For the week beginning Sunday, September 23, 2018
The reading from the book of James this Sunday begins, “Who is wise and understanding among you? Show by your good life that your works are done with gentleness born of wisdom.” As we all strive to walk together toward this goal, I offer you some news and opportunities that I’ve found this week.
Feel free to tell me about what you’ve found. And may our loving God bless and be with you as you pray, reflect, and act.

Deacon Linda

  •  “Lakeridge High freshman Claire Sarnowski is teaming up with state Sen. Rob Wagner and Holocaust survivor Alter Wiener to tackle an issue that’s especially important to all three of them: mandating Holocaust education in Oregon.” {Lake Oswego Review, 09/19/18}
    I found this article well worth reading in its entirety! Community members (including Christ Church folks who are interested in supporting these efforts prompted by a local teen!) may attend; the testimony is scheduled for 2:00 p.m. on Tuesday, Sept. 25th at the State Capitol. Those who cannot attend may submit their own testimonies to Sen.RobWagner@oregonlegislature.gov.
  •  {Note also: if you’re in Salem that day, there is a rally at the State Capitol steps from 11am – 1pm on Sept. 25th, sponsored by Lift Every Voice Oregon, urging the ban of assault weapons. Rally attendees may meet in Portland at Augustana Lutheran Church at 8:30 a.m. for carpooling.}
  • You may want to save the date Thursday, October 11 for a Rahab’s Sisters fundraiser! This non-profit creates community through radical hospitality with those identifying as women who are marginalized by poverty, houselessness, sex work, violence, or substance abuse.
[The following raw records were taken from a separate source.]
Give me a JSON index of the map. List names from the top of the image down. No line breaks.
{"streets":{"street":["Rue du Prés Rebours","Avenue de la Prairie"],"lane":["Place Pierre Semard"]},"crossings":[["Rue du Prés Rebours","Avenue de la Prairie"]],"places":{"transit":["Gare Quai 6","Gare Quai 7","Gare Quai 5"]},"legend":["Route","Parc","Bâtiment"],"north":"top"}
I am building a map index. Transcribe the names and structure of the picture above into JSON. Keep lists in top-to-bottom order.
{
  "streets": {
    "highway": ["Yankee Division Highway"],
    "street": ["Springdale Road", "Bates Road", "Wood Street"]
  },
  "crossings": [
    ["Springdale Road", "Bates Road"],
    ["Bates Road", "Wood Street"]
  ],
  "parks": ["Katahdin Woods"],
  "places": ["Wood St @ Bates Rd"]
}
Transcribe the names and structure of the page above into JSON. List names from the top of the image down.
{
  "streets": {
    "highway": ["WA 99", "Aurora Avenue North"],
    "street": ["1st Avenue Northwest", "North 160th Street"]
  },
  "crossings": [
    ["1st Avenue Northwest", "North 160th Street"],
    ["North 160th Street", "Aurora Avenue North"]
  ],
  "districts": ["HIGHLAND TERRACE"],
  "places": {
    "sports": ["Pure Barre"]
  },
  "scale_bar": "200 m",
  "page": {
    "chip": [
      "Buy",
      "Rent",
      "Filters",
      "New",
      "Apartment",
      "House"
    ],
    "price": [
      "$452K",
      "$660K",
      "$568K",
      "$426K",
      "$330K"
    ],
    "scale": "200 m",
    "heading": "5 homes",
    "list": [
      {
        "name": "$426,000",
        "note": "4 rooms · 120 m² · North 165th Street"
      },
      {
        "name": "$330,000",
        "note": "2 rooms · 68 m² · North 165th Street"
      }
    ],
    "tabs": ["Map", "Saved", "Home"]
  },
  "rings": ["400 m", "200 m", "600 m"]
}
Learn more and register here.

Deacon’s Corner

          Being a Church for Others

In his book Crazy Christians, our Presiding Bishop Michael Curry writes, “Jesus calls and challenges those of us who would follow in his footsteps to be a people and a community reaching out above and beyond our own self-interest.  Jesus said, ‘The Son of Man came not to be served but to serve, and to give his life a ransom of many’ (Matthew 20:28).  Jesus is calling us to follow in his footsteps by being a Church for others.”

What can it be like to be “a Church for others”?  There are many ways, including prayer and service within the church – and as a deacon, I’m called to remind us of ways we can interact with and learn about and grow to support others out in the world, beyond our doors.  To that end, I’m going to post bits of news in this place that you’re invited to explore in the attitude of concern for our larger community.  Some of these may strike a chord for you; others may not be your cup of tea — and that’s OK.

  • Issues of immigration, detainment of refugees, and separation of families may be on your heart. I recommend a look at the Interfaith Movement for Immigrant Justice website (http://imirj.org/), where information on the organization and their planned actions can be found.
  • If you are concerned about the proliferation of assault weapons, take a look at Lift Every Voice Oregon, https://www.lifteveryvoiceoregon.com/. One upcoming action is a rally in Salem on the Capitol steps — September 25th at 11 a.m. – to promote policies that reduce assault weapons and large-capacity magazines.  Other news and activities can be found at that site.
  • Finally, for this entry, The Guardian media’s latest “Long Read” article examines “voluntourism and its sometimes unexpected consequences. A quote: “If the church in the US would simply tithe, with just half that increase in giving, you could feed, clothe and medically treat the entire developing world,” says Daryl Fulp, an American missionary who works with disabled children in Guatemala.”  The entire article is at this link.